## TASK DESCRIPTION:
Find the word "position" in the listing, and copy out each line where it turns up.

## DATA SHOWN:
----------

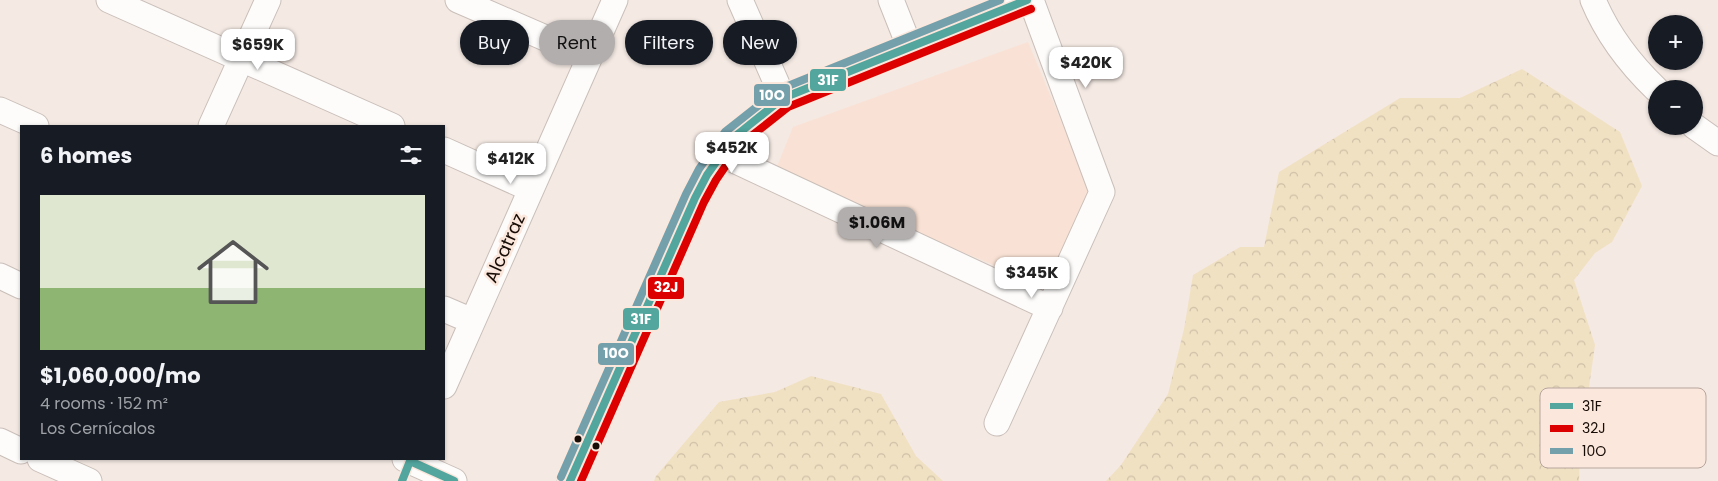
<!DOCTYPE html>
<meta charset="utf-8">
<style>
body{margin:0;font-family:Poppins,sans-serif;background:#242831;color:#f1f3f6;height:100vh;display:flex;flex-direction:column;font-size:19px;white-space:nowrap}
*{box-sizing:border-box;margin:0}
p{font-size:16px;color:#9ea1a6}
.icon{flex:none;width:28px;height:28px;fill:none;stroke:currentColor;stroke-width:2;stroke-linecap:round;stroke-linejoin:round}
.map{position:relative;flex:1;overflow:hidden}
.side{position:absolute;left:20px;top:125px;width:425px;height:335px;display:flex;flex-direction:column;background:#171b24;border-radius:0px;box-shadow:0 1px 4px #0004}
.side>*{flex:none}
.hud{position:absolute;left:460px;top:20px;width:475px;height:45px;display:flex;gap:10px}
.tools{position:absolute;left:1648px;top:15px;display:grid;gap:10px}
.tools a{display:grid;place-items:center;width:55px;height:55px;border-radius:50%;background:#171b24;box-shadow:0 1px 4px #0004;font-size:25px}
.price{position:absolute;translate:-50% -42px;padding:0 11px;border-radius:10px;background:#fff;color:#222;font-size:16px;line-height:32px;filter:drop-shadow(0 1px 2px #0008)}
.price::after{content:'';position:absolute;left:50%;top:30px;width:15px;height:11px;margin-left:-8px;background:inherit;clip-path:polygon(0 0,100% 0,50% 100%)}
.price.active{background:#b2aead;color:#111}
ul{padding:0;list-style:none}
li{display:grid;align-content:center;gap:10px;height:265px;padding:0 20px}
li+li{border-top:1px solid #363941}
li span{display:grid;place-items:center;height:155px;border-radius:0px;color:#555}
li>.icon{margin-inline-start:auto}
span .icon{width:90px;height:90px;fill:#fffc;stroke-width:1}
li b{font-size:21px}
h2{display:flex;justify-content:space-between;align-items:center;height:60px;padding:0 20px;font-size:21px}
.chip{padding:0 18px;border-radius:22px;background:#171b24;box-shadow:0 1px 4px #0004;font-size:18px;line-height:45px}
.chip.active{background:#b2aead;color:#111}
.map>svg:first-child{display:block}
</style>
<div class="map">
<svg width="1718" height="481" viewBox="0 0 1718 481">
<defs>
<pattern id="forest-crowns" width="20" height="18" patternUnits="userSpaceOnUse" patternTransform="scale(1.25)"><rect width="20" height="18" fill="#f1e1c3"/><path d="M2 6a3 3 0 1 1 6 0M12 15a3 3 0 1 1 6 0" fill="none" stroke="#cec0a6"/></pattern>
</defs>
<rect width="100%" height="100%" fill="#f4e9e3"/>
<path fill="#f9e2d5" d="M1028,42L1093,197L1051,289L917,233L776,169L793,127Z"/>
<path fill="url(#forest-crowns)" d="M1522,69L1620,132L1642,186L1612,242L1595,253L1574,280L1595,345L1580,450L1579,481H1106L1121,465L1168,394L1184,329L1193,275L1240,247H1264L1279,172L1400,98H1460Z
M811,376L881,394L916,456L943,481H654L656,476L719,402L775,392Z"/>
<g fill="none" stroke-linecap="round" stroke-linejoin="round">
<g stroke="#cabfb9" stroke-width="27">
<path id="minor" d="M109,0L392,126
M458,0L589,57
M740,0L783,98
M891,0L910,48
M1593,0C1608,36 1629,63 1656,89
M0,110L36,126
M211,126L268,0
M1694,126L1718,143
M444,150L531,189
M721,154L1050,308
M0,276L21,286
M444,309L472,321
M444,386L615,0
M997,423L1102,192L1031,0
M0,441L21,451
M40,459L89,481
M405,459L454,481
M570,481L695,198L707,175L733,138L783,98L1027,0"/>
</g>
<use href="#minor" stroke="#fdfcfb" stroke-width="25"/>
<g stroke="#fbe7dc" stroke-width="11">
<path id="bus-1" d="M402,481L410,461L454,481
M570,481L695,198L707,175L733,138L783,98L1027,0"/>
</g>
<g stroke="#fbe7dc" stroke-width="11">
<path id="bus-2" d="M581,481L704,202L716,180L740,145L788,107L1031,9"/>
</g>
<g stroke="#fbe7dc" stroke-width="11">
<path id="bus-3" d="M561,477L686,194L699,169L725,132L778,90L1000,0"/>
</g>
<use href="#bus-1" stroke="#52a69e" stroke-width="8"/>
<use href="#bus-2" stroke="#d00" stroke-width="8"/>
<use href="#bus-3" stroke="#74a0ac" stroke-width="8"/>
</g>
<g fill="#170c06" stroke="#fbe7dc" stroke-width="2">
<circle cx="578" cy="439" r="4.5"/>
<circle cx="596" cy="446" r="4.5"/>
</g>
<g text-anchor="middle" stroke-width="5" stroke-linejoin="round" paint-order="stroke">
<g font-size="18" fill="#170c06" stroke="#fbe7dc">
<text transform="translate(505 248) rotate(-66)" y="6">Alcatraz</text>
</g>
</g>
<rect x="1540" y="388" width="166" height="80" rx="8" fill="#fbe7dc" stroke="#b7a59c" stroke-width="1"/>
<rect x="1550" y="403" width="23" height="6" fill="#52a69e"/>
<rect x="1550" y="425" width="23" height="7" fill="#d00"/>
<rect x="1550" y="448" width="23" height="6" fill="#74a0ac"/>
<g font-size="14" fill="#170c06">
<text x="1582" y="411">31F</text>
<text x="1582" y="433">32J</text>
<text x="1582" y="456">10O</text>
</g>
<g stroke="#fbe7dc" stroke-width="2">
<rect x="809" y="68" width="38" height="24" rx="5" fill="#52a69e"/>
<rect x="753" y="83" width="38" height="24" rx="5" fill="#74a0ac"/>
<rect x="647" y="276" width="38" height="24" rx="5" fill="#d00"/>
<rect x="622" y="307" width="38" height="24" rx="5" fill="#52a69e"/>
<rect x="597" y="342" width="38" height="24" rx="5" fill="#74a0ac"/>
</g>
<g font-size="14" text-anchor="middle" font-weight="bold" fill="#fff">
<text x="828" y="85">31F</text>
<text x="772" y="100">10O</text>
<text x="666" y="292">32J</text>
<text x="641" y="324">31F</text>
<text x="616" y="358">10O</text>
</g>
</svg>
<div class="tools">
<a>+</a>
<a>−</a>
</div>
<b class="price" style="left:258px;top:71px">$659K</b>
<b class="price" style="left:1086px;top:89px">$420K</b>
<b class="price" style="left:732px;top:174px">$452K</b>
<b class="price" style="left:511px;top:185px">$412K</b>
<b class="price active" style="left:877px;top:249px">$1.06M</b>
<b class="price" style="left:1032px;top:299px">$345K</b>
<div class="hud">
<a class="chip">Buy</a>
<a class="chip active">Rent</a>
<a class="chip">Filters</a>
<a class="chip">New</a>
</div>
<section class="side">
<h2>6 homes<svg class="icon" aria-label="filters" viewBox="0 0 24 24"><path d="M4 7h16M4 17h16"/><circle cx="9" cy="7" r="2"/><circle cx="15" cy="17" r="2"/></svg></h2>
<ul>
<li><span style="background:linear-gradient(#dfe7d0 60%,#8fb573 0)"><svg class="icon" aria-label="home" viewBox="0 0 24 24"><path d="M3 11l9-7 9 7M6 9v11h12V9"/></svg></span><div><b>$1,060,000/mo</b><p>4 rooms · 152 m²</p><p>Los Cernícalos</p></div></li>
</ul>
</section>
</div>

----------

## OUTPUT BELOW:
.map{position:relative;flex:1;overflow:hidden}
.side{position:absolute;left:20px;top:125px;width:425px;height:335px;display:flex;flex-direction:column;background:#171b24;border-radius:0px;box-shadow:0 1px 4px #0004}
.hud{position:absolute;left:460px;top:20px;width:475px;height:45px;display:flex;gap:10px}
.tools{position:absolute;left:1648px;top:15px;display:grid;gap:10px}
.price{position:absolute;translate:-50% -42px;padding:0 11px;border-radius:10px;background:#fff;color:#222;font-size:16px;line-height:32px;filter:drop-shadow(0 1px 2px #0008)}
.price::after{content:'';position:absolute;left:50%;top:30px;width:15px;height:11px;margin-left:-8px;background:inherit;clip-path:polygon(0 0,100% 0,50% 100%)}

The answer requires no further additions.